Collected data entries

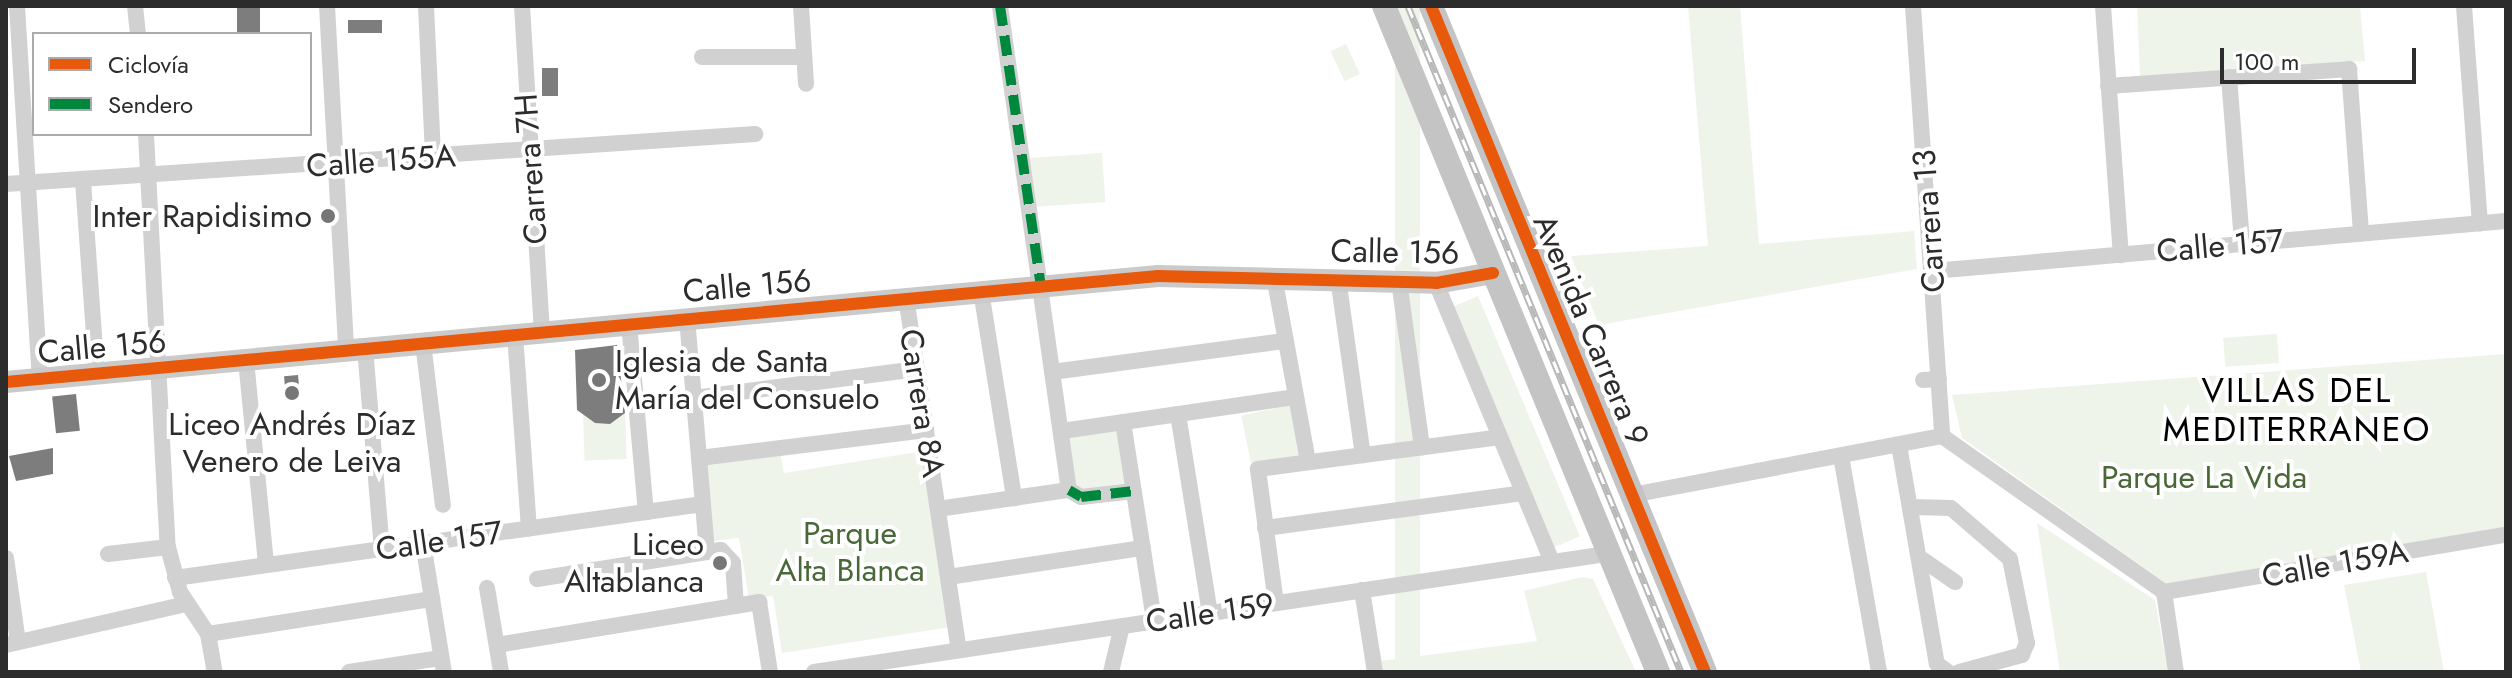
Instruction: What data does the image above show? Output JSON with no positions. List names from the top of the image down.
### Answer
{
  "streets": {
    "main road": ["Avenida Carrera 9"],
    "street": [
      "Calle 155A",
      "Carrera 7H",
      "Carrera 13",
      "Calle 157",
      "Calle 156",
      "Carrera 8A",
      "Calle 159A",
      "Calle 159"
    ]
  },
  "crossings": [
    ["Calle 155A", "Carrera 7H"],
    ["Carrera 7H", "Calle 156"],
    ["Carrera 13", "Calle 157"],
    ["Calle 156", "Carrera 8A"],
    ["Carrera 8A", "Calle 159"]
  ],
  "districts": ["VILLAS DEL MEDITERRANEO"],
  "parks": ["Parque La Vida", "Parque Alta Blanca"],
  "places": [
    "Inter Rapidisimo",
    "Iglesia de Santa María del Consuelo",
    "Liceo Andrés Díaz Venero de Leiva",
    "Liceo Altablanca"
  ],
  "legend": ["Ciclovía", "Sendero"],
  "scale_bar": "100 m"
}
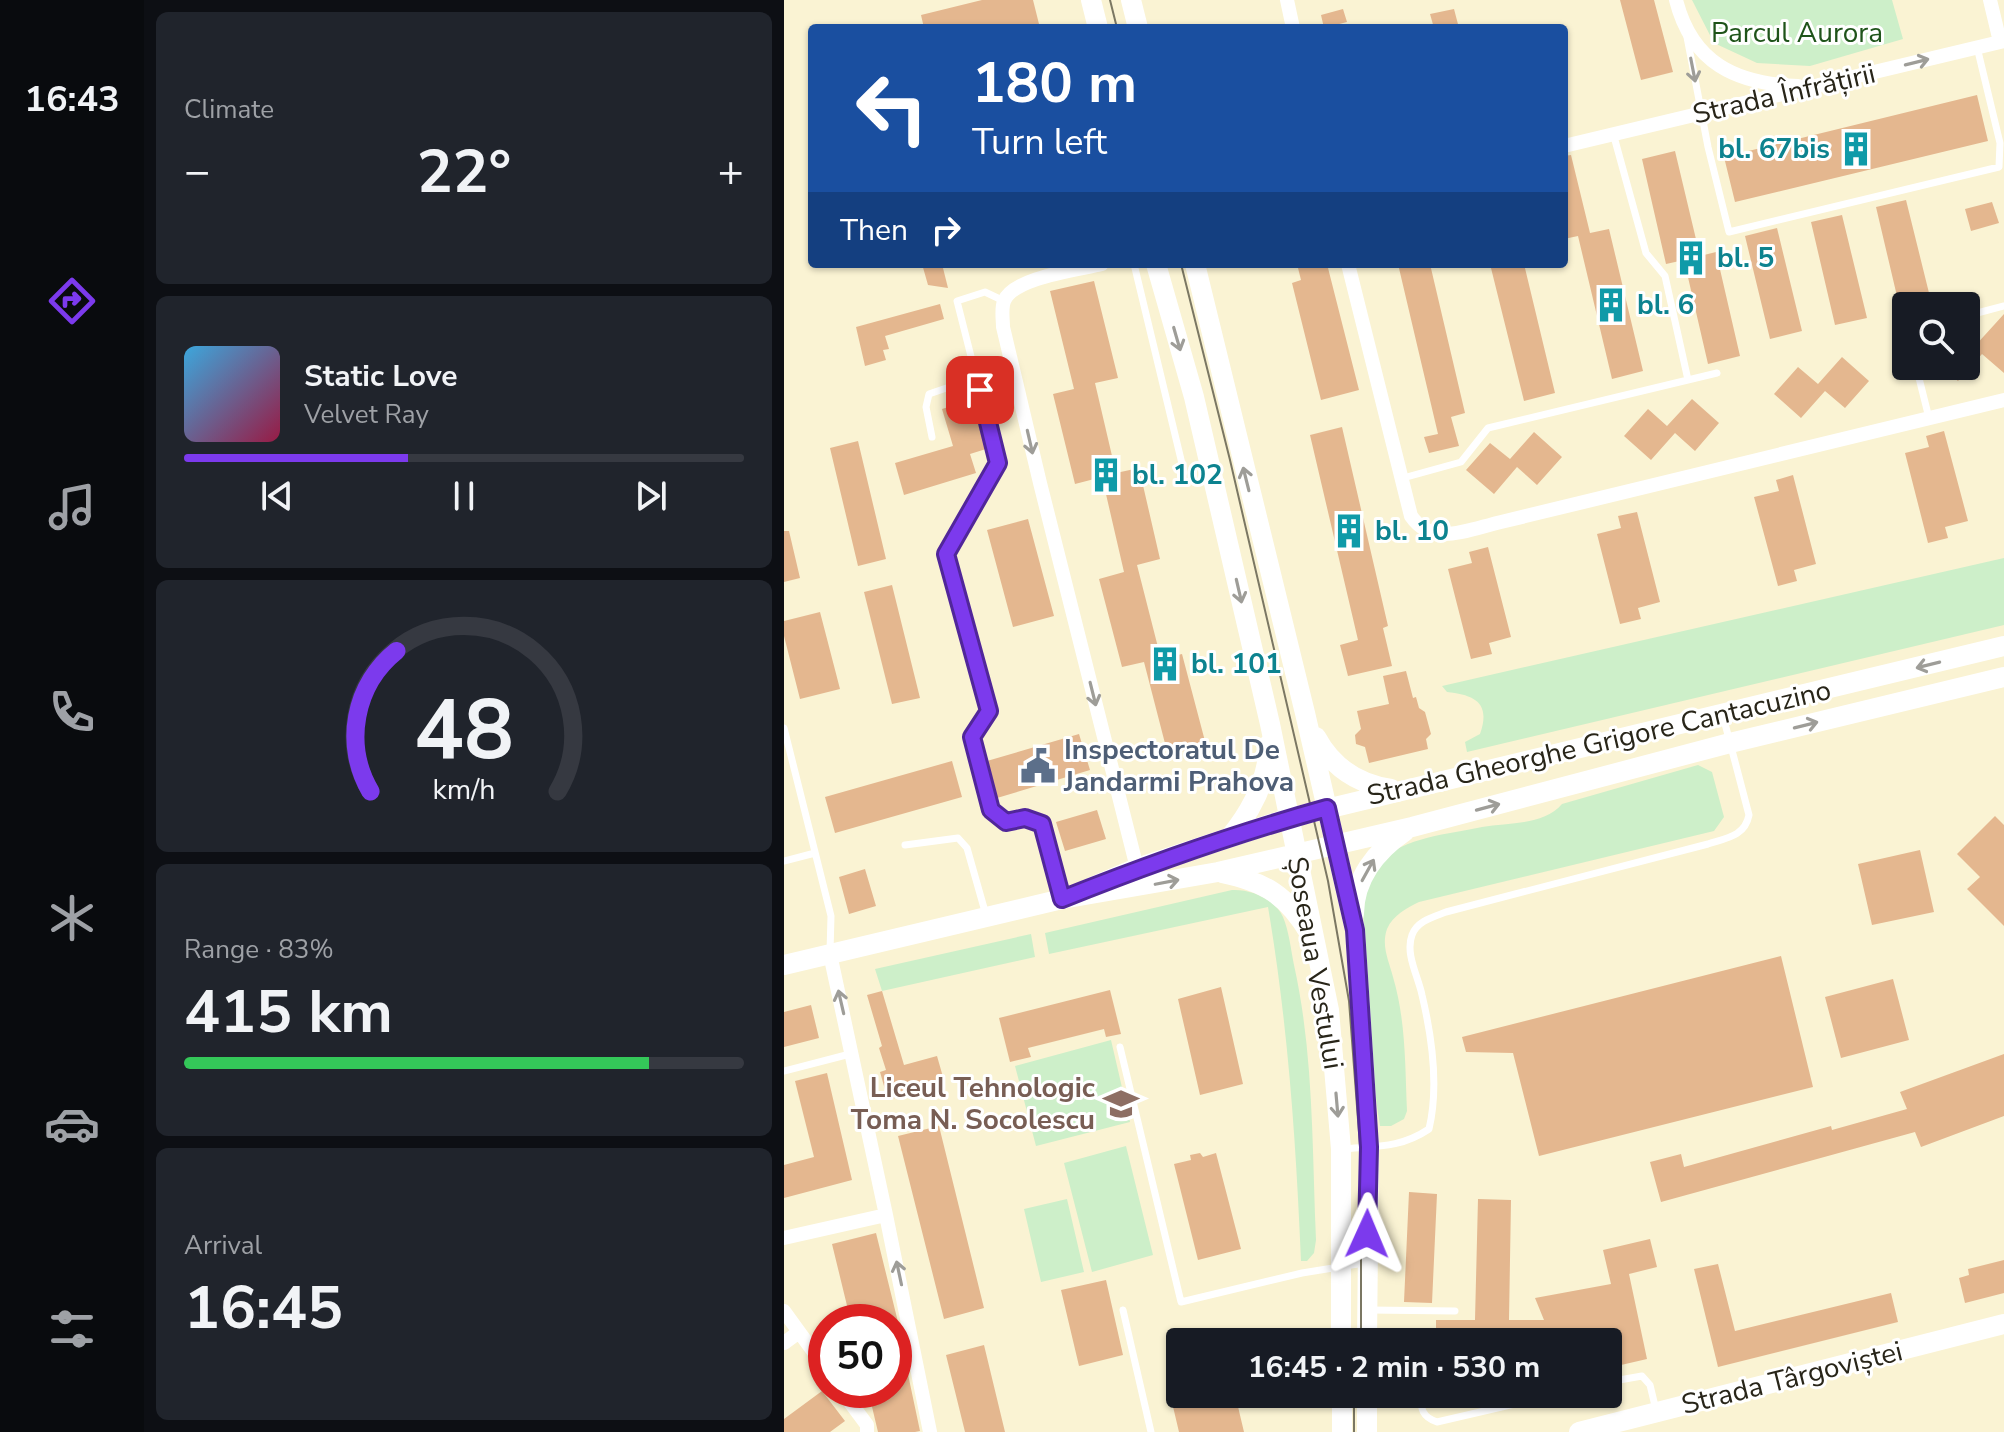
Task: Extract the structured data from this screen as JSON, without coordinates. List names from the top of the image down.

> _PROBLEM REQUIREMENTS_: Wherever a picture appears in the data, please drop it and retype the rest exactly.

> _ANSWER BOX_:
Instruction: What data does the image above show? Output JSON with no positions. List names from the top of the image down.
### Answer
{
  "streets": {
    "main road": ["Avenida Carrera 9"],
    "street": [
      "Calle 155A",
      "Carrera 7H",
      "Carrera 13",
      "Calle 157",
      "Calle 156",
      "Carrera 8A",
      "Calle 159A",
      "Calle 159"
    ]
  },
  "crossings": [
    ["Calle 155A", "Carrera 7H"],
    ["Carrera 7H", "Calle 156"],
    ["Carrera 13", "Calle 157"],
    ["Calle 156", "Carrera 8A"],
    ["Carrera 8A", "Calle 159"]
  ],
  "districts": ["VILLAS DEL MEDITERRANEO"],
  "parks": ["Parque La Vida", "Parque Alta Blanca"],
  "places": [
    "Inter Rapidisimo",
    "Iglesia de Santa María del Consuelo",
    "Liceo Andrés Díaz Venero de Leiva",
    "Liceo Altablanca"
  ],
  "legend": ["Ciclovía", "Sendero"],
  "scale_bar": "100 m"
}
Task: Extract the structured data from this screen as JSON, without coordinates. List names from the top of the image down.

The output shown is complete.